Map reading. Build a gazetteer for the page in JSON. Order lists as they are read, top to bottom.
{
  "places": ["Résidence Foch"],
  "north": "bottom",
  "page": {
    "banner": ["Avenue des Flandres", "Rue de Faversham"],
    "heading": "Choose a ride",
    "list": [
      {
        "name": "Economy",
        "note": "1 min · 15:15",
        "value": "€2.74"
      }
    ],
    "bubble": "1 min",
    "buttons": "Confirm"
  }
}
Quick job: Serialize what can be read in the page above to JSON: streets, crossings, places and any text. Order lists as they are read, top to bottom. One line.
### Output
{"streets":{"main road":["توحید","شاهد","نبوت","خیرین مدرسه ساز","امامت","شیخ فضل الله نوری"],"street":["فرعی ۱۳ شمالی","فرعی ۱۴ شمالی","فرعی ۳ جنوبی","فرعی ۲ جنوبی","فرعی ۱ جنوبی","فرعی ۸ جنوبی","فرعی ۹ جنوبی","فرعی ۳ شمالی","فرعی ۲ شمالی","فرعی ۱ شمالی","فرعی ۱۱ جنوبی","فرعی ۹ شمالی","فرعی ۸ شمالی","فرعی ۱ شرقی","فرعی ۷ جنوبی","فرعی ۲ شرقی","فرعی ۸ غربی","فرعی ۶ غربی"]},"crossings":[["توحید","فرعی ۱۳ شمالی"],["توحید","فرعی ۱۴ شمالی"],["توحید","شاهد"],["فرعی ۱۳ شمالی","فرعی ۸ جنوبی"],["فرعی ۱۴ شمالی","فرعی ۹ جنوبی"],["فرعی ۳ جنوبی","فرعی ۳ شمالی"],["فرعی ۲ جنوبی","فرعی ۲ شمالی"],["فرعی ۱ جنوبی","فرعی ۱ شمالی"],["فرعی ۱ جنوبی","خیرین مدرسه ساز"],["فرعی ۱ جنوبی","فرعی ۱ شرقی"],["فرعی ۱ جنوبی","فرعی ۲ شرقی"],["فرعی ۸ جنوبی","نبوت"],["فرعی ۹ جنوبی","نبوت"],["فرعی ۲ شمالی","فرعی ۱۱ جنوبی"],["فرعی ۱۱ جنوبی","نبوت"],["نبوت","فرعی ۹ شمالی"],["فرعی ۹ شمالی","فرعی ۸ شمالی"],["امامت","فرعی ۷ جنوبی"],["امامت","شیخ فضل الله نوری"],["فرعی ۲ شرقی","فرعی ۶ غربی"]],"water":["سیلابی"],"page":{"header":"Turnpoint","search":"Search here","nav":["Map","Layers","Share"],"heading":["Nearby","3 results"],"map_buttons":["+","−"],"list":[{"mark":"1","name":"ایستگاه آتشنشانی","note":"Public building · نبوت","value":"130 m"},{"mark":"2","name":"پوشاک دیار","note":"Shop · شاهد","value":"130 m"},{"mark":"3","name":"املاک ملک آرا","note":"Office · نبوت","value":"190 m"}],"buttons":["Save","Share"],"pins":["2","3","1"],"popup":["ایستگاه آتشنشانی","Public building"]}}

### [TASK OBJECTIVE]
Each line in the material above must be retyped without alteration.

### [EXERCISE SOLUTION]
Map reading. Build a gazetteer for the page in JSON. Order lists as they are read, top to bottom.
{
  "places": ["Résidence Foch"],
  "north": "bottom",
  "page": {
    "banner": ["Avenue des Flandres", "Rue de Faversham"],
    "heading": "Choose a ride",
    "list": [
      {
        "name": "Economy",
        "note": "1 min · 15:15",
        "value": "€2.74"
      }
    ],
    "bubble": "1 min",
    "buttons": "Confirm"
  }
}
Quick job: Serialize what can be read in the page above to JSON: streets, crossings, places and any text. Order lists as they are read, top to bottom. One line.
### Output
{"streets":{"main road":["توحید","شاهد","نبوت","خیرین مدرسه ساز","امامت","شیخ فضل الله نوری"],"street":["فرعی ۱۳ شمالی","فرعی ۱۴ شمالی","فرعی ۳ جنوبی","فرعی ۲ جنوبی","فرعی ۱ جنوبی","فرعی ۸ جنوبی","فرعی ۹ جنوبی","فرعی ۳ شمالی","فرعی ۲ شمالی","فرعی ۱ شمالی","فرعی ۱۱ جنوبی","فرعی ۹ شمالی","فرعی ۸ شمالی","فرعی ۱ شرقی","فرعی ۷ جنوبی","فرعی ۲ شرقی","فرعی ۸ غربی","فرعی ۶ غربی"]},"crossings":[["توحید","فرعی ۱۳ شمالی"],["توحید","فرعی ۱۴ شمالی"],["توحید","شاهد"],["فرعی ۱۳ شمالی","فرعی ۸ جنوبی"],["فرعی ۱۴ شمالی","فرعی ۹ جنوبی"],["فرعی ۳ جنوبی","فرعی ۳ شمالی"],["فرعی ۲ جنوبی","فرعی ۲ شمالی"],["فرعی ۱ جنوبی","فرعی ۱ شمالی"],["فرعی ۱ جنوبی","خیرین مدرسه ساز"],["فرعی ۱ جنوبی","فرعی ۱ شرقی"],["فرعی ۱ جنوبی","فرعی ۲ شرقی"],["فرعی ۸ جنوبی","نبوت"],["فرعی ۹ جنوبی","نبوت"],["فرعی ۲ شمالی","فرعی ۱۱ جنوبی"],["فرعی ۱۱ جنوبی","نبوت"],["نبوت","فرعی ۹ شمالی"],["فرعی ۹ شمالی","فرعی ۸ شمالی"],["امامت","فرعی ۷ جنوبی"],["امامت","شیخ فضل الله نوری"],["فرعی ۲ شرقی","فرعی ۶ غربی"]],"water":["سیلابی"],"page":{"header":"Turnpoint","search":"Search here","nav":["Map","Layers","Share"],"heading":["Nearby","3 results"],"map_buttons":["+","−"],"list":[{"mark":"1","name":"ایستگاه آتشنشانی","note":"Public building · نبوت","value":"130 m"},{"mark":"2","name":"پوشاک دیار","note":"Shop · شاهد","value":"130 m"},{"mark":"3","name":"املاک ملک آرا","note":"Office · نبوت","value":"190 m"}],"buttons":["Save","Share"],"pins":["2","3","1"],"popup":["ایستگاه آتشنشانی","Public building"]}}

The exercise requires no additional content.